Monday, August 19, 2013

Success Can Really Bite

As the long hot days of August roll on, we were reminded through a few news stories and conversations over the weekend that farming isn't exactly a profession for wusses.

Last week, the USDA released a new estimate of what this year's U.S. corn crop harvest likely will look like - and indeed, the crop looks to be one of the largest ever. Most non-farmers might look at that and think, 'Great! A Bumper crop is a good thing, right?'

In terms of sheer productivity, yes. A bumper crop in any year proves America's farmers can once again navigate the challenges of Mother Nature, international agribusiness, our gridlocked Congress, and other unforeseen events to deliver a successful harvest. That said, it's not exactly like any of those challenges that farmers face are easy or stable. Even the best farmer can rarely account fully for unintended consequences, the kinds of things that often bite them in the behind.

One look at the complicated monster that is the corn market gives outsiders a perfect view of how success in growing food doesn't always mean success in the pockets of farmers.

When you're looking at how corn is sold in agricultural markets, what happened last year and in previous years matters.
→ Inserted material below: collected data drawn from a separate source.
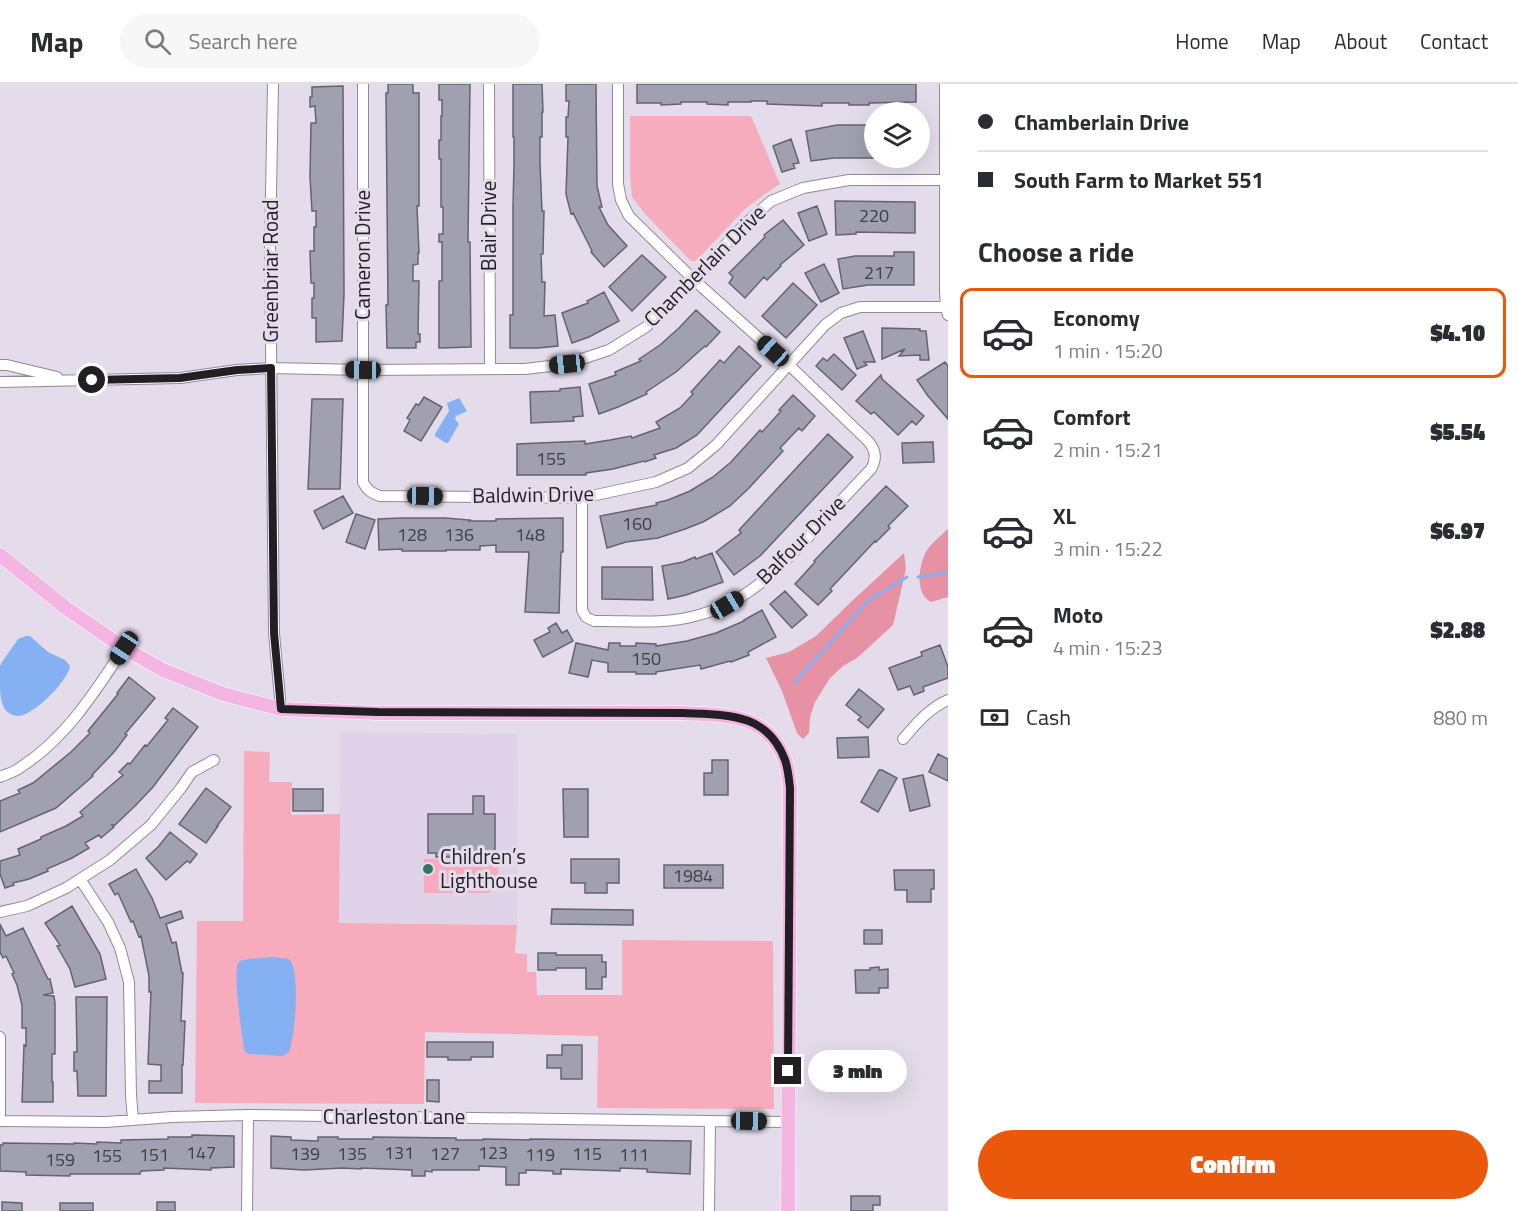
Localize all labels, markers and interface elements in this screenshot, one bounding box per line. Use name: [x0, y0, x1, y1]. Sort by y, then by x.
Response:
search box: [120, 14, 540, 68]
text: Map: [30, 20, 84, 63]
text: Search here: [189, 24, 298, 58]
icon: search: [141, 25, 174, 58]
text: Home: [1175, 25, 1229, 57]
text: Map: [1262, 25, 1301, 57]
text: About: [1334, 25, 1387, 57]
text: Contact: [1420, 25, 1488, 57]
map controls: [864, 102, 930, 168]
button: layers: [864, 102, 930, 168]
text: Chamberlain Drive: [1014, 105, 1189, 139]
text: South Farm to Market 551: [1014, 163, 1264, 197]
street label: Blair Drive: [472, 181, 504, 271]
street label: Cameron Drive: [346, 190, 378, 320]
street label: Chamberlain Drive: [636, 197, 773, 334]
street label: Greenbriar Road: [254, 199, 286, 343]
house number: 220: [859, 202, 889, 229]
text: Choose a ride: [978, 231, 1134, 272]
house number: 217: [864, 259, 894, 286]
text: Economy: [1053, 301, 1140, 335]
icon: car: [981, 306, 1035, 360]
text: $4.10: [1430, 316, 1485, 350]
car: [754, 332, 792, 370]
text: 1 min · 15:20: [1053, 335, 1163, 366]
car: [548, 353, 586, 375]
car: [345, 361, 381, 379]
route start: [78, 366, 105, 393]
text: Comfort: [1053, 400, 1131, 434]
icon: car: [981, 405, 1035, 459]
text: $5.54: [1430, 415, 1485, 449]
text: 2 min · 15:21: [1053, 434, 1163, 465]
house number: 155: [536, 445, 566, 472]
street label: Baldwin Drive: [472, 477, 594, 511]
car: [407, 487, 443, 505]
street label: Balfour Drive: [748, 487, 852, 591]
text: XL: [1053, 499, 1076, 533]
icon: car: [981, 504, 1035, 558]
house number: 160: [622, 510, 652, 537]
text: $6.97: [1430, 514, 1485, 548]
house number: 128: [397, 521, 427, 548]
house number: 136: [444, 521, 474, 548]
house number: 148: [515, 521, 545, 548]
text: 3 min · 15:22: [1053, 533, 1163, 564]
car: [707, 588, 747, 622]
text: Moto: [1053, 598, 1103, 632]
icon: car: [981, 603, 1035, 657]
text: $2.88: [1430, 613, 1485, 647]
car: [107, 628, 141, 668]
text: 4 min · 15:23: [1053, 632, 1163, 663]
house number: 150: [631, 645, 661, 672]
text: Cash: [1026, 700, 1071, 734]
icon: cash: [978, 701, 1011, 734]
text: 880 m: [1433, 702, 1488, 733]
place label: Children’s Lighthouse: [440, 840, 538, 896]
marker: Children’s Lighthouse: [421, 862, 435, 876]
house number: 1984: [673, 862, 713, 889]
callout: 3 min: [809, 1050, 908, 1092]
text: 3 min: [833, 1055, 882, 1086]
route end: [774, 1057, 801, 1084]
street label: Charleston Lane: [323, 1100, 465, 1132]
car: [731, 1112, 767, 1130]
button: Confirm: [978, 1130, 1488, 1199]
house number: 147: [186, 1139, 216, 1166]
house number: 131: [384, 1139, 414, 1166]
house number: 123: [478, 1139, 508, 1166]
house number: 139: [290, 1140, 320, 1167]
house number: 135: [337, 1140, 367, 1167]
house number: 127: [430, 1140, 460, 1167]
house number: 115: [572, 1140, 602, 1167]
house number: 151: [139, 1141, 169, 1168]
house number: 119: [525, 1141, 555, 1168]
house number: 111: [619, 1141, 649, 1168]
house number: 155: [92, 1142, 122, 1169]
house number: 159: [45, 1146, 75, 1173]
This year, corn harvest yields are forecast to be up worldwide. After last year's U.S. corn crop withered in the heat of late summer, many international corn buyers had to switch away from American suppliers to South American nations. Five years ago, combined exports from Brazil and Argentina accounted for only 23% of global trade. Last year, thanks to the weather in the U.S., it was 47%.
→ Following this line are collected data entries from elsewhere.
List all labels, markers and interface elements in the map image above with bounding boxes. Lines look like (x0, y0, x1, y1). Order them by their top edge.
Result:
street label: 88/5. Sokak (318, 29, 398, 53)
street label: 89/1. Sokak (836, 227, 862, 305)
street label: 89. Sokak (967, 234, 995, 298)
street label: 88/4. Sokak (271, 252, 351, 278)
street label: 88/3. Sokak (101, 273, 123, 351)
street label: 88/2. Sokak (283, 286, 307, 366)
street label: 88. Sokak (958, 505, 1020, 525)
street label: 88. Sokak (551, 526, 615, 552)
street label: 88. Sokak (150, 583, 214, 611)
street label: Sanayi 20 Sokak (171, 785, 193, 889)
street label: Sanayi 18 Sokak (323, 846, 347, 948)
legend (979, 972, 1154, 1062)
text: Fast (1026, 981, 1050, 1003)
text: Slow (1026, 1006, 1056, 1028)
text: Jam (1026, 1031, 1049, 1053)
With more and more corn, and the same number of purchasers or less, thanks to global agribusiness corporations the demand is down - and sadly so is the price of corn. All of which means a bumper corn crop in the U.S. this year isn't exactly great news for the pocketbooks of American farmers.

What's going on in the Middle East and Egypt could also come back to bite American farmers. As Tim Fernholz wrote in Quartz this weekend, the Suez Canal in Egypt looks to remain open, even as that nation burns. Part of why the canal remains open is America's financial support of Egypt, as well as its international agreements with the Egyptian government.

There are plenty of people on all sides insisting President Obama is caught in a dilemma on Egypt - but the facts don't really bear that out. There are many reasons why President Obama won't likely publicly admit a coup has taken place in Egypt. For one thing, as soon as he would do so, legal considerations would automatically come into play that could potentially close the Suez to American shipping interests. That would include not just agribusiness interests, but also up to 3 million barrels of oil per day. A closed Suez Canal would be brutal to the bottom line of most American farmers.

Such an admission would also likely cut off a great deal of the U.S. military access to the Middle East - making America weaker in the Middle East, not stronger.

Finally, Mother Nature isn't exactly stable these days. In fact, as Jillian MacMath of AccuWeather notes, the entire greater midwest, from the Rockies through the Ohio valley looks to be getting an early frost this year - which could completely change the harvest outlook again, if the forecasts hold true.

All of which reminded us over the weekend to thank the next farmer we see, and reminded us to be thankful we don't have to deal with the issues farmers do every day. Even when they win, they can still lose - and that really bites.